Eugene O'Neill
 
New York Times, November 12, 1924

'Desire Under the Elms': Eugene O'Neill's Latest Play

By STARK YOUNG

"Desire Under the Elms," the first play by Eugene O'Neill to be produced since "Welded," was presented last night at the Greenwich Village Theatre and proved to be as unlike that drama as it was unlike "The Hairy Ape" or "The Emperor Jones." "Desire Under the Elms" reverts in character to the earlier "Beyond the Horizon," though it exhibits by comparison a fine progress in solidity and finish. It has less sentiment than this older piece and more passion; it is better written throughout; it has as much tragic gloom and irony but a more mature conception and a more imaginative austerity.

"Desire Under the Elms" is essentially a story of solitude, physical solitude, the solitude of the land, of men's dreams, of love, of life. The God behind the existence created on this New England farm is a harsh God, who is alone and is not understood. The minds of the people in this story are shaken and tinged with loneliness, with thwarted passion, with the trivial, the intense, the drab exaltation and denial of life. Underneath this solitude desire works, the redemption through love.

The children of old Cabot hate him. The youngest, the son of the second wife, remembers his dead mother, worked to death, and sees her about the place, risen from her grave. The father brings home a third wife. The two older sons go away to California; the younger stays and thinks to avenge his mother. In time he and the young wife come to love each other.

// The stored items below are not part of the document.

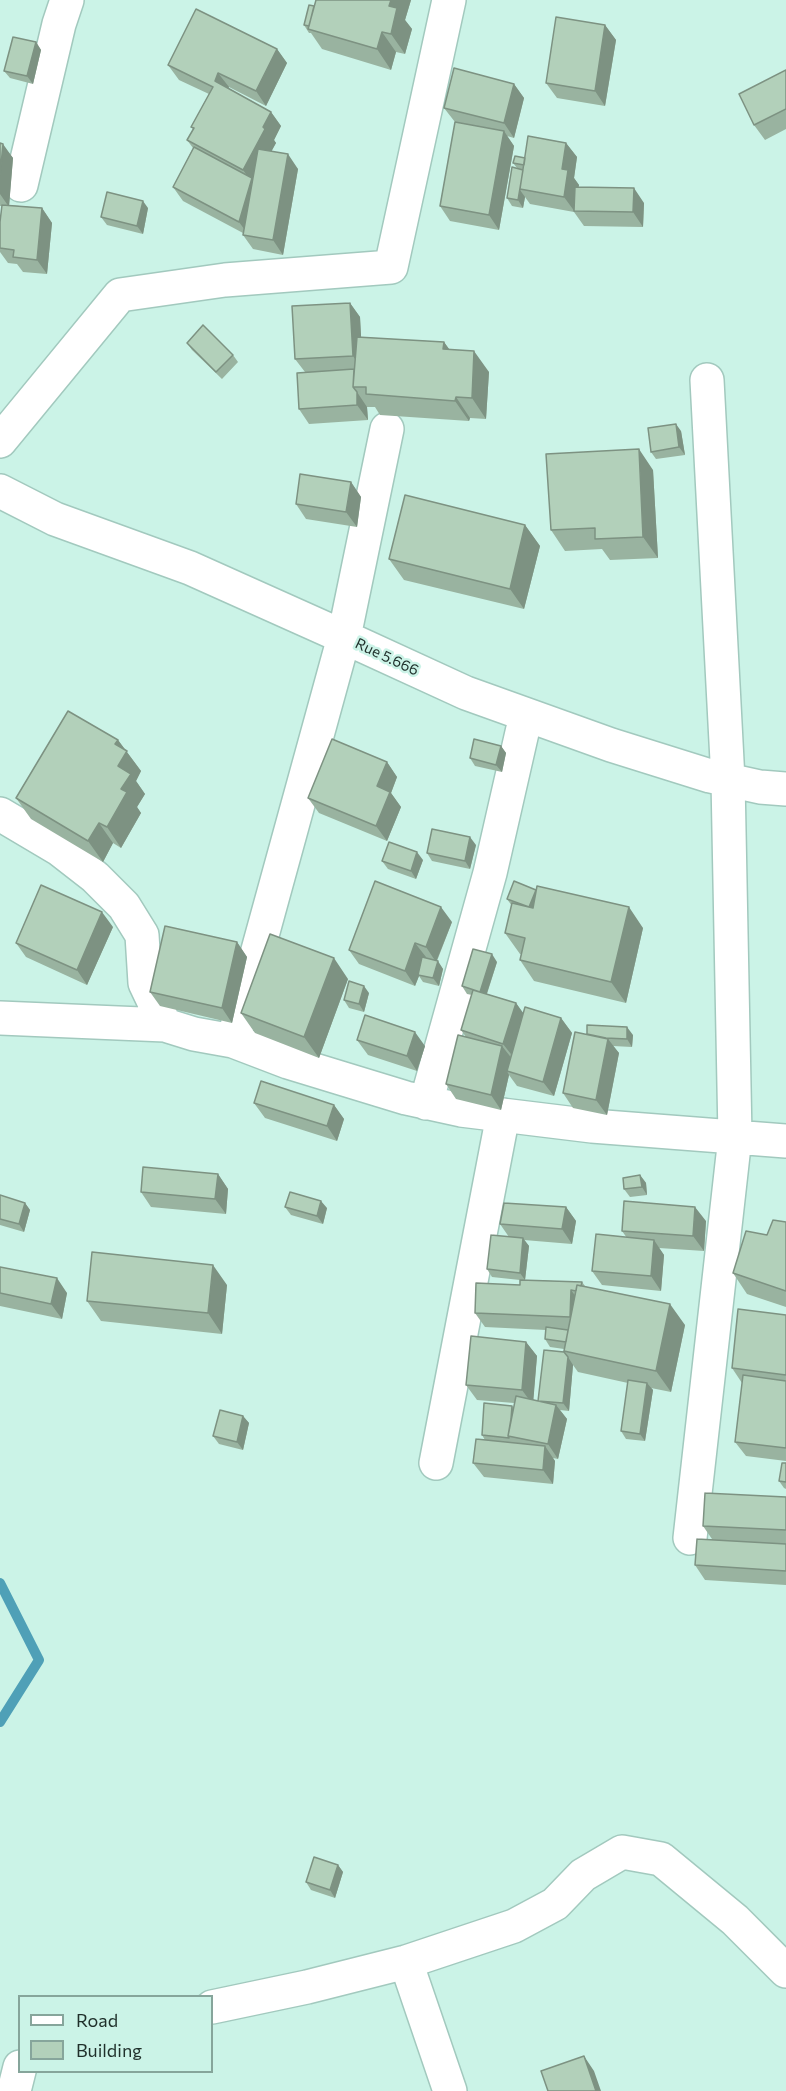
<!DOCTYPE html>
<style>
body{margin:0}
#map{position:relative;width:786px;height:2091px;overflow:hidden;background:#cbf3e7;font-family:Commissioner,sans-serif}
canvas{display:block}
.legend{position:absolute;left:18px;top:1995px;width:195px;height:78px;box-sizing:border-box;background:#cbf3e7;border:2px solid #86a59b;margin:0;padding:8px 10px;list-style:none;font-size:18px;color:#1f2f2a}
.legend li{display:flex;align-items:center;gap:12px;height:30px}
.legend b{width:30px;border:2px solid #86a59b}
</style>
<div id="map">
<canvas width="786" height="2091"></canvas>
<ul class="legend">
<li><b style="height:8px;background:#fff"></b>Road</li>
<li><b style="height:16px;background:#b2d0ba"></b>Building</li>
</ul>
</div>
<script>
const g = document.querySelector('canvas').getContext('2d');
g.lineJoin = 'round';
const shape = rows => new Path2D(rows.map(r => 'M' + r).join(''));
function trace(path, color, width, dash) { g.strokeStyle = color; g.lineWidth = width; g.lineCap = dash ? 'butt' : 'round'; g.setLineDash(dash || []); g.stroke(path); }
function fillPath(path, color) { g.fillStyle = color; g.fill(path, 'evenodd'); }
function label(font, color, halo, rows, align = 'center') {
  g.font = font + ' Commissioner,sans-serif'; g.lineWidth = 5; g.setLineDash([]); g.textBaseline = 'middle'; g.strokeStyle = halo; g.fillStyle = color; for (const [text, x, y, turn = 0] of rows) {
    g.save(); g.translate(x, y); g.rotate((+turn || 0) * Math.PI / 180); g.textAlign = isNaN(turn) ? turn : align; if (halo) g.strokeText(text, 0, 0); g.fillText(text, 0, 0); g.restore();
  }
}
const stream = shape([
 [0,1583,39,1660,0,1722]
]);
const street = shape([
 [21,185,59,24,67,0],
 [0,441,120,295,225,280,391,267,449,0],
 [0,491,55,519,190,568,344,637,466,693,611,745,710,776,760,787,786,789],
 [0,814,59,849,95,877,124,906,142,935,145,983,165,1025],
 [0,1018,165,1025,194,1034,233,1041,288,1062,406,1098,461,1110,592,1126,786,1141],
 [233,1041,344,637,387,429],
 [426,1103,490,873,526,715],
 [436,1463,503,1115],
 [690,1538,735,1137,728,780,707,380],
 [406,1962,450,2091],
 [212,2007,307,1987,406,1962,514,1926,555,1904,583,1875,622,1852,661,1859,735,1920,786,1971],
 [14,2091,20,2067]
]);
const wall = shape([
 [316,0,411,0,405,20,412,29,405,54,396,52,391,70,322,49,311,33,309,33,304,25,314,6],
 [605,25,616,40,605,106,557,98,546,83],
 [36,42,41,50,33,84,10,78,4,71],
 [277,49,287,63,266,106,229,87,228,88,271,112,281,126,274,140,276,143,271,151,298,169,283,255,253,249,243,235,243,233,183,201,173,187,193,148,187,140,193,129,191,127,209,94,179,80,168,65],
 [786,70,786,129,765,140,754,125],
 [514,84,524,98,514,138,507,136,514,146,499,230,450,221,440,206,455,122,444,108],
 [0,143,13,158,9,205,42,208,52,223,47,274,23,272,17,264,8,263,0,252,0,222,2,206,0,206],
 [566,143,577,157,574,178,579,185,578,187,644,203,643,227,584,226,574,212,530,204,525,197,523,208,512,206,507,198,517,168,513,163],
 [148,208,143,234,107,225,101,217],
 [350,303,360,317,361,337,444,342,449,349,489,372,486,419,470,418,469,421,380,415,375,407,367,407,368,420,309,424,299,409,305,372,295,359],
 [187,343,233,355,238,362,222,379,192,350],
 [681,431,685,455,656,459,651,452],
 [653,470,658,558,610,560,602,549,565,551,551,530],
 [351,482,361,497,357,527,306,519,296,504],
 [525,525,540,546,524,609,404,580,389,559],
 [118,740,141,771,136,781,145,794,137,807,141,813,121,848,113,843,103,862,31,819,16,798],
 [501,746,506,753,502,772,475,766,470,758],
 [387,762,397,777,391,793,401,807,387,841,319,813,308,798],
 [476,845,470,869,432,861,427,853],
 [423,860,416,879,388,869,382,861],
 [536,890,643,928,626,1003,534,981,520,960,522,954,520,954,505,933,512,906,507,899],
 [452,922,437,961,443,969,439,986,423,982,419,976,415,986,359,964,349,950],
 [113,927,87,985,26,957,16,943],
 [237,942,247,957,232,1023,160,1006,150,992],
 [497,962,487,994,516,1003,523,1013,561,1018,572,1033,554,1096,517,1086,509,1075,501,1110,456,1099,446,1084,466,1037,461,1030,472,995,467,994,462,986],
 [348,979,319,1058,255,1033,241,1013],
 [369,993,364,1012,349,1008,344,1000],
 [587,1034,633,1035,632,1047,613,1046,619,1053,607,1115,573,1108,563,1093],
 [357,1040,425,1046,417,1071,368,1055],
 [254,1103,334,1105,344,1119,337,1141,265,1118],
 [218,1174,228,1189,226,1214,151,1207,141,1192],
 [640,1175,646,1183,647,1195,630,1197,624,1189],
 [0,1195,25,1203,30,1210,24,1232,0,1225],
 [285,1207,327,1208,323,1224,291,1215],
 [566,1207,576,1221,572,1244,524,1240,529,1246,525,1280,582,1282,585,1286,685,1325,671,1392,651,1388,653,1390,645,1441,626,1439,621,1431,628,1383,578,1372,573,1365,569,1411,560,1410,567,1419,558,1459,553,1458,555,1461,553,1484,484,1477,473,1463,485,1440,482,1435,512,1406,514,1408,514,1403,477,1400,466,1385,526,1342,537,1356,533,1400,538,1401,564,1352,564,1349,550,1347,545,1339,546,1330,485,1327,475,1313,520,1285,520,1280,492,1277,487,1269,509,1237,500,1224],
 [706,1221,704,1251,659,1248,664,1255,661,1291,602,1285,592,1271,627,1238,622,1231],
 [786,1222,786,1307,747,1294,733,1273],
 [0,1267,67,1293,62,1319,0,1306],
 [227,1285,222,1334,101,1321,87,1301],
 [786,1315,786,1461,746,1456,735,1442,742,1383,732,1368],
 [243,1416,249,1423,243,1450,219,1444,213,1436],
 [786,1463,786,1489,784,1488,779,1481],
 [786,1497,786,1585,705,1580,695,1565,712,1539,703,1526],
 [338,1865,343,1872,335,1898,311,1890,306,1882]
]);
const shadedWall = shape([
 [391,0,411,0,405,20,412,29,405,54,391,34,389,6],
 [605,25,616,40,605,106,595,91],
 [382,32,396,52,391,70,377,49],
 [36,42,41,50,33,84,27,76],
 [277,49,287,63,266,106,256,91],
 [218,73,229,87,225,96,215,81],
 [514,84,524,98,514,138,504,123],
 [271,112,281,126,274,140,276,143,255,182,262,193,250,237,239,222,251,181,243,170,263,127],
 [504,131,514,146,499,230,489,215],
 [566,143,577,157,574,178,579,185,575,212,564,197,562,169],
 [3,144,13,158,9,207,0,194,0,175],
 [288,154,298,169,283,255,273,240],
 [634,188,644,203,643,227,633,212],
 [520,190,525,197,523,208,518,200],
 [143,201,148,208,143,234,137,226],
 [42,208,52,223,47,274,37,260],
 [350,303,360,317,363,371,353,356],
 [444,342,459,363,443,349],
 [474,351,489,372,486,419,472,398],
 [357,392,367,407,368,420,357,405],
 [456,397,470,418,469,421,455,401],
 [676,424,681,431,685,455,679,447],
 [639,449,653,470,658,558,643,537],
 [351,482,361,497,357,527,346,512],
 [525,525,540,546,524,609,510,589],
 [118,740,141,771,136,781,145,794,137,807,141,813,121,848,107,827,121,789,115,744],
 [501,746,506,753,502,772,496,765],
 [387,762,397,777,391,793,401,807,387,841,376,826,377,786],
 [99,823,113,843,103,862,88,841],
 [470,837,476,845,470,869,465,861],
 [417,852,423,860,416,879,411,871],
 [536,890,541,897,535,915,529,907],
 [441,907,452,922,436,962,426,947],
 [629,907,643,928,626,1003,611,982],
 [102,912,113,927,87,985,77,970],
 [237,942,247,957,232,1023,222,1008],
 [415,943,426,957,419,975,418,975,419,976,415,986,405,971],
 [492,954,497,962,485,999,480,992],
 [334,958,348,979,319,1058,304,1037],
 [438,961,443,969,439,986,433,978],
 [364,986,369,993,364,1012,359,1004],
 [516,1003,526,1017,514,1058,503,1044],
 [561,1018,572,1033,554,1096,543,1082],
 [627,1027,633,1035,632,1047,627,1039],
 [415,1032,425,1046,417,1071,407,1056],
 [608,1039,619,1053,607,1115,596,1100],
 [502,1046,513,1060,507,1071,509,1075,501,1110,491,1095],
 [334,1105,344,1119,337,1141,327,1126],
 [218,1174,228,1189,226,1214,215,1199],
 [640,1175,646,1183,647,1195,642,1187],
 [321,1201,327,1208,323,1224,317,1216],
 [25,1203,30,1210,24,1232,19,1224],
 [566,1207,576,1221,572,1244,562,1229],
 [695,1207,706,1221,704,1251,693,1236],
 [523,1238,529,1246,525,1280,520,1273],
 [654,1240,664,1255,661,1291,651,1276],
 [213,1265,227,1285,222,1334,208,1313],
 [57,1278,67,1293,62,1319,51,1304],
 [571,1290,582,1305,570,1317],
 [670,1304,685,1325,671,1392,656,1371],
 [526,1342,537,1356,533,1405,522,1390],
 [568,1357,573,1365,569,1411,563,1403],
 [647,1383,653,1390,645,1441,640,1434],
 [556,1405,567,1419,558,1459,548,1444],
 [243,1416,249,1423,243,1450,237,1442],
 [545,1446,555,1461,553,1484,543,1470],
 [338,1865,343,1872,335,1898,330,1890],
 [584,2056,594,2071,601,2091,596,2091]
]);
const building = shape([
 [316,0,391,0,389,6,397,8,391,34,382,32,377,49,308,29,316,0],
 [309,5,314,6,309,26,304,25,309,5],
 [196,9,277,49,256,91,218,73,215,81,271,112,263,127,265,129,243,170,187,140,194,128,191,127,213,87,168,65,196,9],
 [556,17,605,25,595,91,546,83,556,17],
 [13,37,36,42,27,76,4,71,13,37],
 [454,68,514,84,504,123,444,108,454,68],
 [786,70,786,109,754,125,739,94,786,70],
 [455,122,504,131,489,215,440,206,455,122],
 [528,136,566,143,562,169,568,170,564,197,520,189,528,136],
 [0,143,3,144,0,175,0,143],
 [194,147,252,178,239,222,173,187,194,147],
 [258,149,288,154,273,240,243,235,258,149],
 [515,156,525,158,524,165,513,163,515,156],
 [512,167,523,170,518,200,507,198,512,167],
 [575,187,634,188,633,212,574,211,575,187],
 [107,192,143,201,137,226,101,217,107,192],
 [2,205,42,208,37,260,13,257,14,250,0,248,0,222,2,205],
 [350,303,353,356,295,359,292,306,350,303],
 [203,325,233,355,216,372,187,343,203,325],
 [357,337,444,342,443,349,474,351,472,398,456,397,455,401,366,394,366,387,353,387,357,337],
 [354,369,353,387,357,392,357,405,299,409,297,373,354,369],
 [676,424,679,447,651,452,648,428,676,424],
 [639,449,643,537,595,539,595,528,551,530,546,454,639,449],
 [300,474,351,482,346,512,296,504,300,474],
 [405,495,525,525,510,589,389,559,405,495],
 [68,711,118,740,115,744,127,751,118,766,131,774,121,789,127,792,107,827,99,823,88,841,16,798,68,711],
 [332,739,387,762,377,786,390,792,376,826,308,798,332,739],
 [474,739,501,746,496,765,470,758,474,739],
 [432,829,470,837,465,861,427,853,432,829],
 [389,842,417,852,411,871,382,861,389,842],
 [375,881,441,907,426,947,415,943,405,971,349,950,375,881],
 [514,881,536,890,529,907,507,899,514,881],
 [41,885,102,912,77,970,16,943,41,885],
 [537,886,629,907,611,982,520,960,525,938,505,933,512,903,533,908,537,886],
 [165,926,237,942,222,1008,150,992,165,926],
 [270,934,334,958,304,1037,241,1013,270,934],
 [473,949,492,954,480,992,462,986,473,949],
 [422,957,438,961,433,978,418,975,422,957],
 [349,981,364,986,359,1004,344,1000,349,981],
 [473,990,516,1003,503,1044,461,1030,473,990],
 [525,1007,561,1018,543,1082,507,1071,525,1007],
 [365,1015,415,1032,407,1056,357,1040,365,1015],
 [587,1025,627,1027,627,1039,606,1038,587,1034,587,1025],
 [575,1032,608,1039,596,1100,563,1093,575,1032],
 [458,1035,502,1046,491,1095,446,1084,458,1035],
 [261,1081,334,1105,327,1126,254,1103,261,1081],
 [143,1167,218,1174,215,1199,141,1192,143,1167],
 [640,1175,642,1187,624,1189,623,1178,640,1175],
 [290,1192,321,1201,317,1216,285,1207,290,1192],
 [0,1195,25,1203,19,1224,0,1219,0,1195],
 [624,1201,695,1207,693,1236,622,1231,624,1201],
 [504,1203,566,1207,562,1229,500,1224,504,1203],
 [773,1220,786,1222,786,1291,733,1273,746,1231,767,1235,773,1220],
 [596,1234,654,1240,651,1276,592,1271,596,1234],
 [491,1235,523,1238,520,1273,487,1269,491,1235],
 [92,1252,213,1265,208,1313,87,1301,92,1252],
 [0,1267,57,1278,51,1304,0,1293,0,1267],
 [520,1280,582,1282,581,1286,577,1285,576,1291,571,1290,570,1317,475,1313,476,1283,520,1285,520,1280],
 [577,1285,670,1304,656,1371,564,1351,577,1285],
 [738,1309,786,1315,786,1375,732,1368,738,1309],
 [546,1327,568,1330,566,1342,545,1339,546,1327],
 [471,1336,526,1342,522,1390,466,1385,471,1336],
 [544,1350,564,1352,568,1357,563,1403,538,1401,544,1350],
 [743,1375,786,1381,786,1448,735,1442,743,1375],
 [628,1380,647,1383,640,1434,621,1431,628,1380],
 [516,1396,556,1405,548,1444,508,1436,516,1396],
 [484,1403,512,1406,511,1419,508,1436,509,1438,482,1435,484,1403],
 [220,1410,243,1416,237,1442,213,1436,220,1410],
 [476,1439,545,1446,543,1470,473,1463,476,1439],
 [782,1463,786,1463,786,1482,779,1481,782,1463],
 [705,1493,786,1497,786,1530,703,1526,705,1493],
 [697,1539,786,1544,786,1571,695,1565,697,1539],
 [314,1857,338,1865,330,1890,306,1882,314,1857],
 [584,2056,596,2091,548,2091,541,2071,584,2056]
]);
const streetNames = [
 ["Rue 5.666",387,657,25]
];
trace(stream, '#4fa0b7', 10);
trace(street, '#a2c9be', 36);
trace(street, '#fff', 33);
fillPath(wall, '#99b3a0');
fillPath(shadedWall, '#7d9282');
fillPath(building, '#b2d0ba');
trace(building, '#7d9282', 1.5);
label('15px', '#1f2f2a', '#cbf3e7', streetNames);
</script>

A son is born, which old Cabot thinks is to be heir to the farm, leaving the second wife's son adrift in the world. While a dance in honor of the new-born child goes on in the kitchen, the father and son quarrel outside; the son believes his father when he hears that the woman wanted a son only to cheat him out of the farm. He reviles her. To prove to him that it was the love of him and not the desire for the farm that had driven her to him, she kills the child. He runs off for the sheriff. The father turns the live stock loose in the woods and plans to go away, but when he finds the money gone from its hiding place, he believes that God another time has willed that he stand by the farm. The son returns from the sheriff's, he falls at the knees of the woman, takes part of the blame on himself, and they go away together to prison.

Robert Edmond Jones's setting for "Desire Under the Elms" was profoundly dramatic. The end of a New England farmhouse with its overhanging elms was for all practical purposes built there on the stage, with a wall of actual stone coming down to the footlights; a scene that was realistic but at the same time strangely and powerfully heightened in effect.

The general performance of the play was usually adequate though not often on a level with the writing. Mary Morris, however, whose career as the fair Gertrude in :Fashion" last year was one of the flowers of the season's acting, played the wife in "Desire Under the Elms," with a new and suppressed method that deepened at times into an admirable poignancy and a kind of grim, thin poetry that seemed the exact truth of her lines. Charles Ellis, though his work in the earlier scenes was less successful or convincing, played with real poetry the passage where the boy is possessed with love for the woman and for his child. Walter Huston as the old man was everywhere trenchant, gaunt, fervid, harsh, as he should be in the part. In his ability to cover his gradations, to express the natural and convincing emotion, and to convey the harsh, inarticulate life embodied in this extraordinary portrait that Eugene O'Neill has drawn, Mr. Huston showed his talent and proved to be the best choice possible for the role.

The scene of "Desire Under the Elms" that best illustrates the highest quality of the play is that in which we see the dance going on, the father outside the house, the young wife and her lover in the upstairs room in each other's arms beside the child's cradle, a scene written with such poetry and terrible beauty as we rarely see in the theatre, a scene that for these qualities of poetry, terror and at the same time unflinching realism rises above anything that Mr. O'Neill has written.